Unless specifically stated or obvious from context, as used herein, the term “about” is understood as within a range of normal tolerance in the art, for example within 2 standard deviations of the mean. “About” can be understood as within 10%, 9%, 8%, 7%, 6%, 5%, 4%, 3%, 2%, 1%, 0.5%, 0.1%, 0.05%, or 0.01% of the stated value.
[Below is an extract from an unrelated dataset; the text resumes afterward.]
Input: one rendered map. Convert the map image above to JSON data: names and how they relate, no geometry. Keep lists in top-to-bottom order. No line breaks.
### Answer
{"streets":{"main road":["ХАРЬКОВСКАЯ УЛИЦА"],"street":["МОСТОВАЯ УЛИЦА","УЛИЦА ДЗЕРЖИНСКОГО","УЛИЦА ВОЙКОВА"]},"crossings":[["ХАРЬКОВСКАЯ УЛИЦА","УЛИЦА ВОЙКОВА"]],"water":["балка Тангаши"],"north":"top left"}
Unless otherwise clear from the context, all numerical values provided herein are modified by the term “about.”

It is understood that the term “vehicle” or “vehicular” or other similar term as used herein is inclusive of motor vehicles in general such as passenger automobiles including sports utility vehicles (SUV), buses, trucks, various commercial vehicles, watercraft including a variety of boats and ships, aircraft, and the like, and includes hybrid vehicles, electric vehicles, plug-in hybrid electric vehicles, hydrogen-powered vehicles and other alternative fuel vehicles (e.g. fuels derived from resources other than petroleum). As referred to herein, a hybrid vehicle is a vehicle that has two or more sources of power, for example both gasoline-powered and electric-powered vehicles.

Hereinafter, a brake disc manufactured from heterogeneous or distinct materials and a method of manufacturing the brake disc according to various exemplary embodiments of the present invention will be described with reference to the accompanying drawings.
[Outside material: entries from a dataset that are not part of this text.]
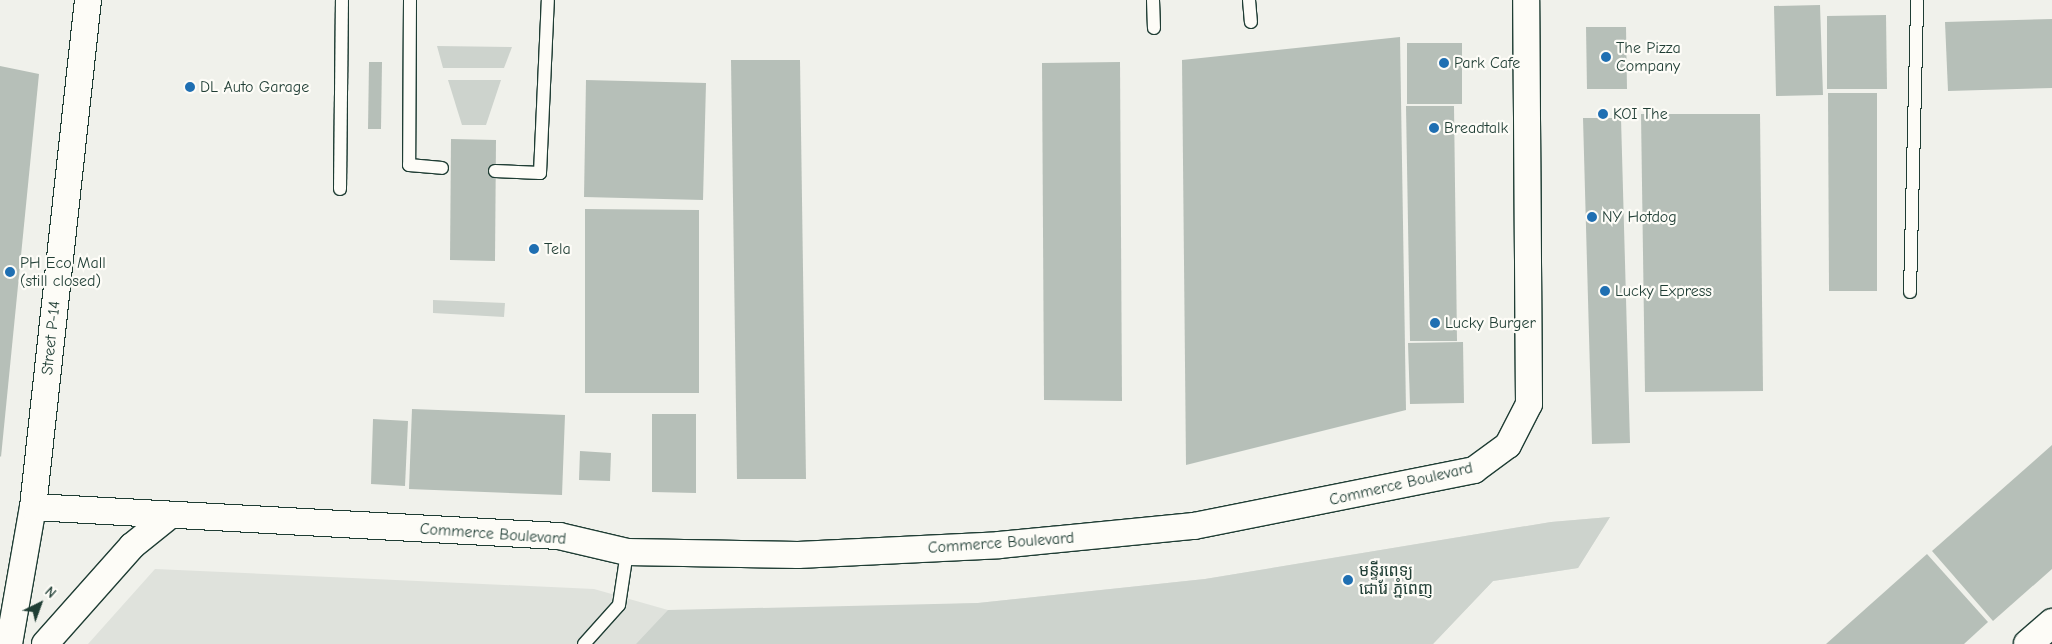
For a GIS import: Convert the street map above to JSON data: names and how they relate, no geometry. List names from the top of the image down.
{
  "streets": {
    "street": ["Street P-14", "Commerce Boulevard"]
  },
  "crossings": [
    ["Street P-14", "Commerce Boulevard"]
  ],
  "places": [
    "The Pizza Company",
    "Park Cafe",
    "DL Auto Garage",
    "KOI The",
    "Breadtalk",
    "NY Hotdog",
    "Tela",
    "PH Eco Mall (still closed)",
    "Lucky Express",
    "Lucky Burger",
    "មន្ទីរពេទ្យ ជោរែ ភ្នំពេញ"
  ],
  "north": "top right"
}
FIGS. 2 and 3 respectively illustrate a perspective view and a top view of an exemplary brake disc manufactured from heterogeneous materials according to an exemplary embodiment of the present invention. FIG. 4 is a perspective view of an exemplary friction part according to an exemplary embodiment of the present invention, and FIG. 5 is a perspective view of an exemplary hat part according to an exemplary embodiment of the present invention.
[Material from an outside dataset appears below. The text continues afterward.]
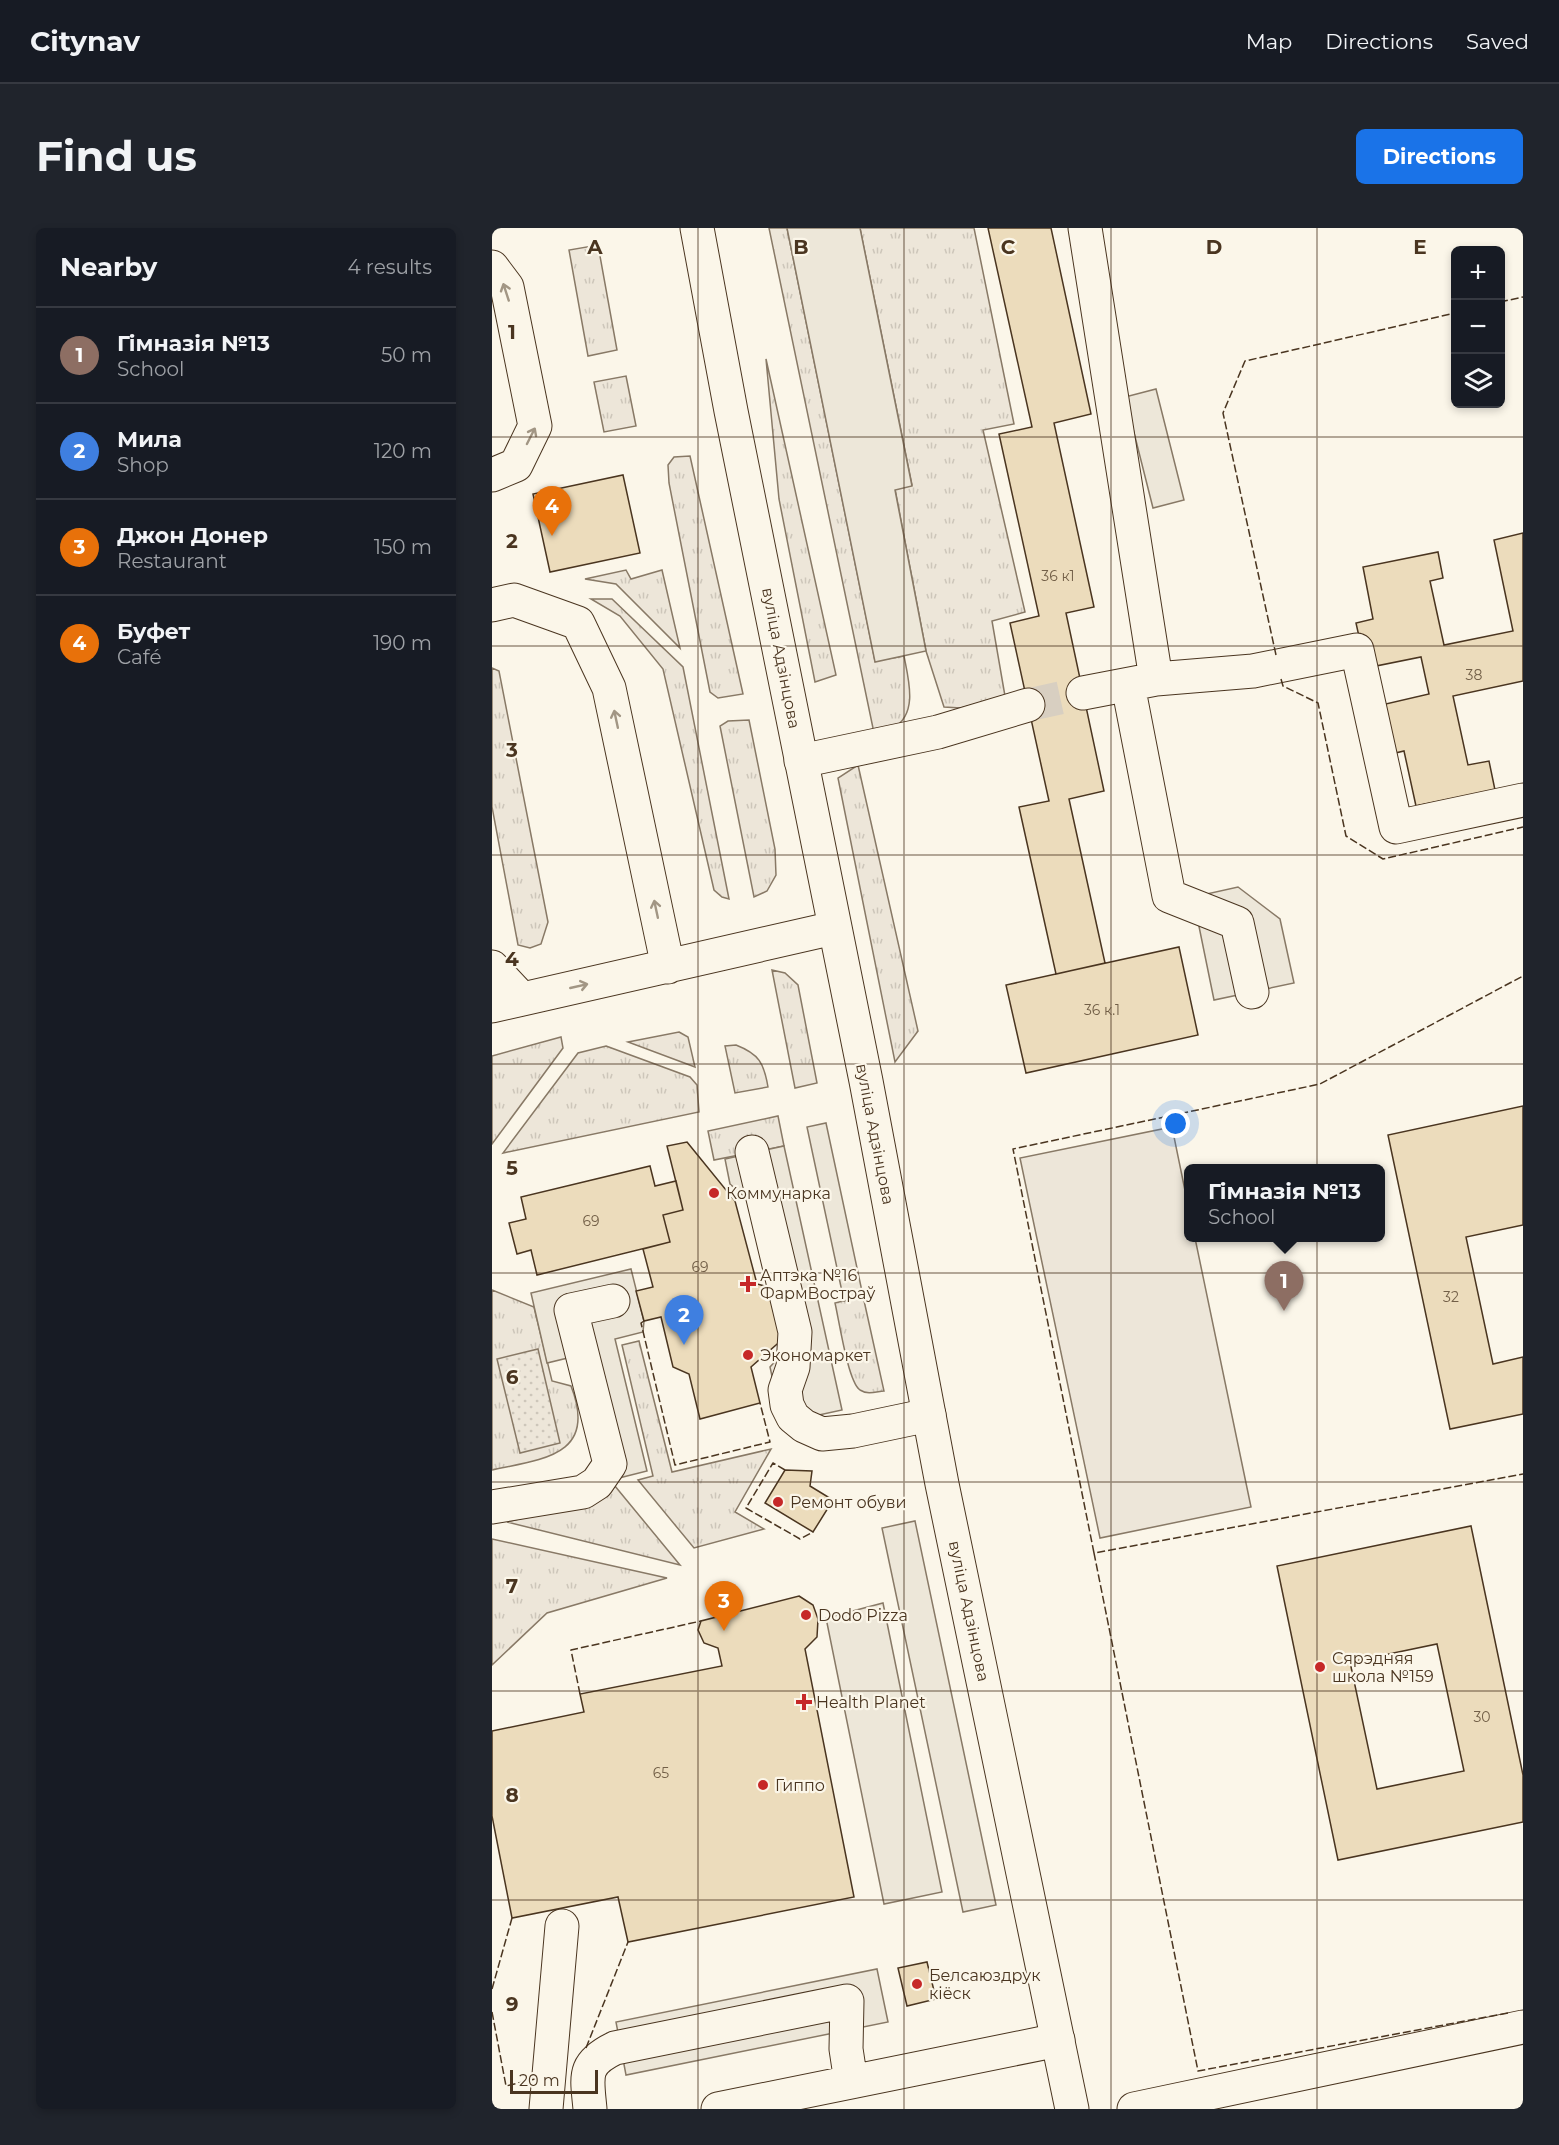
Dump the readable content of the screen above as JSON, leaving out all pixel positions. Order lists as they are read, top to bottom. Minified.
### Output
{"streets":{"main road":["вуліца Адзінцова"]},"places":{"other":["Коммунарка","Экономаркет","Ремонт обуви","Dodo Pizza","Сярэдняя школа №159","Гиппо","Белсаюздрук кіёск"],"health":["Аптэка №16 ФармВостраў","Health Planet"]},"house_numbers":["36 к1","38","36 к.1","69","69","32","30","65"],"scale_bar":"20 m","page":{"header":"Citynav","nav":["Map","Directions","Saved"],"buttons":"Directions","title":"Find us","heading":["Nearby","4 results"],"map_buttons":["+","−"],"list":[{"mark":"1","name":"Гімназія №13","note":"School","value":"50 m"},{"mark":"2","name":"Мила","note":"Shop","value":"120 m"},{"mark":"3","name":"Джон Донер","note":"Restaurant","value":"150 m"},{"mark":"4","name":"Буфет","note":"Café","value":"190 m"}],"pins":["4","1","2","3"],"popup":["Гімназія №13","School"],"scale":"20 m"},"grid":{"columns":["A","B","C","D","E"],"rows":["1","2","3","4","5","6","7","8","9"]}}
In an exemplary embodiment, as illustrated in the drawings, a brake disc 1000 manufactured from heterogeneous materials. The brake disc may include: a friction part 100 and a hat part 200. Particularly, the brake disc may include the friction part in which a connection hole 120 is positioned in a center as shown in FIG. 4, protrusions 140 and recesses 150 may be alternately repeated along a circumference of the connection hole 120, and the recess 150 may have a shape curved in an opposite direction of the connection hole. As shown in FIG. 5, the brake disc may also include the hat part 200 that is made of a different material from that of the friction part 100 and includes insertion grooves 240 into which the protrusions 140 are inserted along an outer circumference. Thus, insertion parts 141 of the protrusions 140 with a certain distance from an inner surface of the friction part 100 may be connected to the insertion grooves 240 of the hat part 200, and heat radiation holes 130 may be formed at a certain distance along the circumference of the connection hole 120. In certain exemplary embodiments, the insertion parts 141 and the insertion grooves 240 may be connected to each other through surface contact.

As such, the friction part may be connected to the hat part through the connection hole formed at the center. The protrusions and the recesses may be alternately repeated along an inner circumference of the connection hole, and a plurality of gap supports 110 are formed at the inside of the friction part to allow heat to be discharged through the gap supports 110.

It may be preferred that the hat part may be made of an aluminum alloy, and the friction part may be made of cast iron to reduce a weight of the brake disc. Since thermal expansion coefficients of the aluminum alloy and the cast iron are different from each other, the hat part having a greater thermal expansion coefficient may expand more to apply stress to the friction part under a severe condition such as a highly elevated temperature, thereby causing cracks. However, according to exemplary embodiments of the present invention, since a space is positioned where the hat part having a greater thermal expansion coefficient may expand toward the space of the heat radiation holes 130, the cracks may be prevented.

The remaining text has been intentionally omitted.